Marco Möller scite author profile

The ice cap Vestfonna in the northern Svalbard archipelago is one of the largest ice bodies of the European Arctic (∼2400 km2), but little is known about its mass balance. We model the climatic mass balance of the ice cap for the period September 2000 to August 2009 on a daily basis. Ablation is calculated by a spatially distributed temperature‐radiation‐index melt model. Air temperature forcing is provided by ERA‐Interim data that is downscaled using data from an automatic weather station operated on the ice cap. Spatially distributed net shortwave radiation fluxes are obtained from standard trigonometric techniques combined with Moderate Resolution Imaging Spectroradiometer‐based cloud cover and surface albedo information.
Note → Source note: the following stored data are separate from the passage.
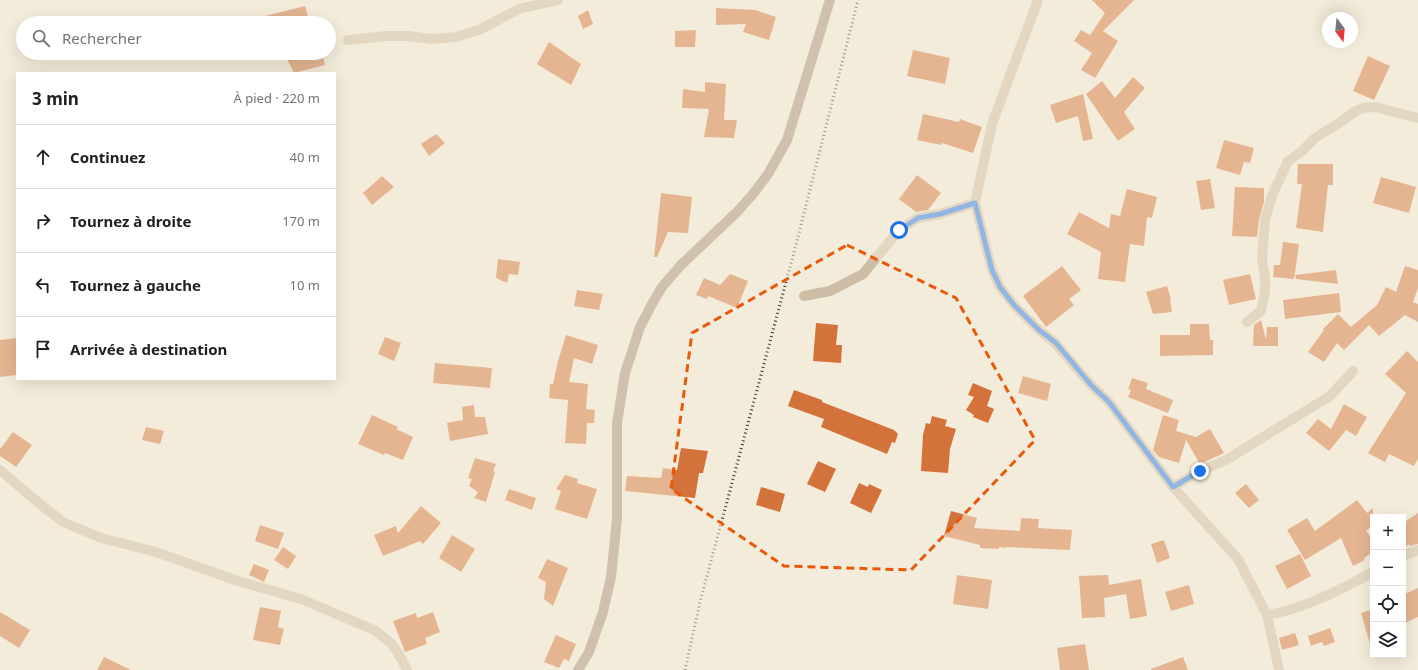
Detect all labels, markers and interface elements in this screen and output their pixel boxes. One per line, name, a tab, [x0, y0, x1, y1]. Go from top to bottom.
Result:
north arrow	[1322, 12, 1358, 48]
search box	[16, 16, 336, 60]
icon: search	[30, 27, 52, 49]
text: Rechercher	[62, 28, 142, 48]
text: 3 min	[32, 87, 79, 110]
text: À pied · 220 m	[234, 89, 320, 107]
icon: ahead	[32, 146, 54, 168]
text: Continuez	[70, 147, 145, 167]
text: 40 m	[290, 148, 320, 166]
icon: right	[32, 210, 54, 232]
text: Tournez à droite	[70, 211, 191, 231]
text: 170 m	[282, 212, 320, 230]
route start	[890, 221, 908, 239]
icon: left	[32, 274, 54, 296]
text: Tournez à gauche	[70, 275, 201, 295]
text: 10 m	[290, 276, 320, 294]
icon: arrive	[32, 338, 54, 360]
text: Arrivée à destination	[70, 339, 227, 359]
route end	[1191, 462, 1209, 480]
map controls	[1370, 514, 1406, 658]
button: +	[1370, 514, 1406, 550]
button: −	[1370, 550, 1406, 586]
button: locate	[1370, 586, 1406, 622]
button: layers	[1370, 622, 1406, 658]

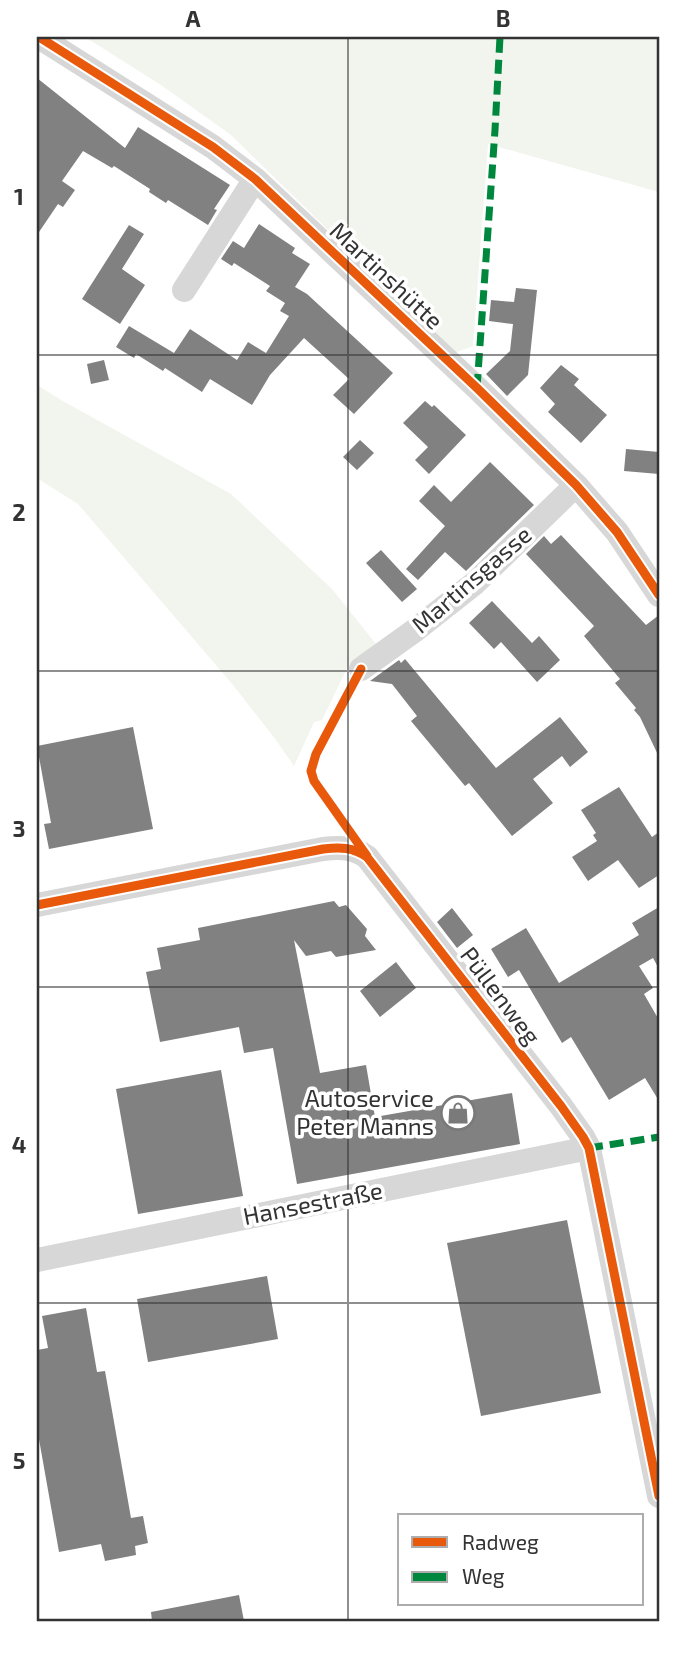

Accumulation is derived from ERA‐Interim precipitation data that are bias corrected and spatially distributed as a function of elevation. Refreezing is incorporated using the Pmax approach. Results indicate that mass balance years are characterized by short ablation seasons (June to August) and correspondingly longer accumulation periods (September to May). The modeled, annual climatic mass balance rate shows an almost balanced mean of −0.02 ± 0.20 m w.e. yr−1 (meters water equivalent per year) with an associated equilibrium line altitude of 383 ± 54 m above sea level (mean ± one standard deviation). The mean winter balance is +0.32 ± 0.06 m w.e. yr−1, and the mean summer balance −0.35 ± 0.17 m w.e. yr−1. Roughly one fourth of total surface ablation is retained by refreezing indicating that refreezing is an important component of the mass budget of Vestfonna.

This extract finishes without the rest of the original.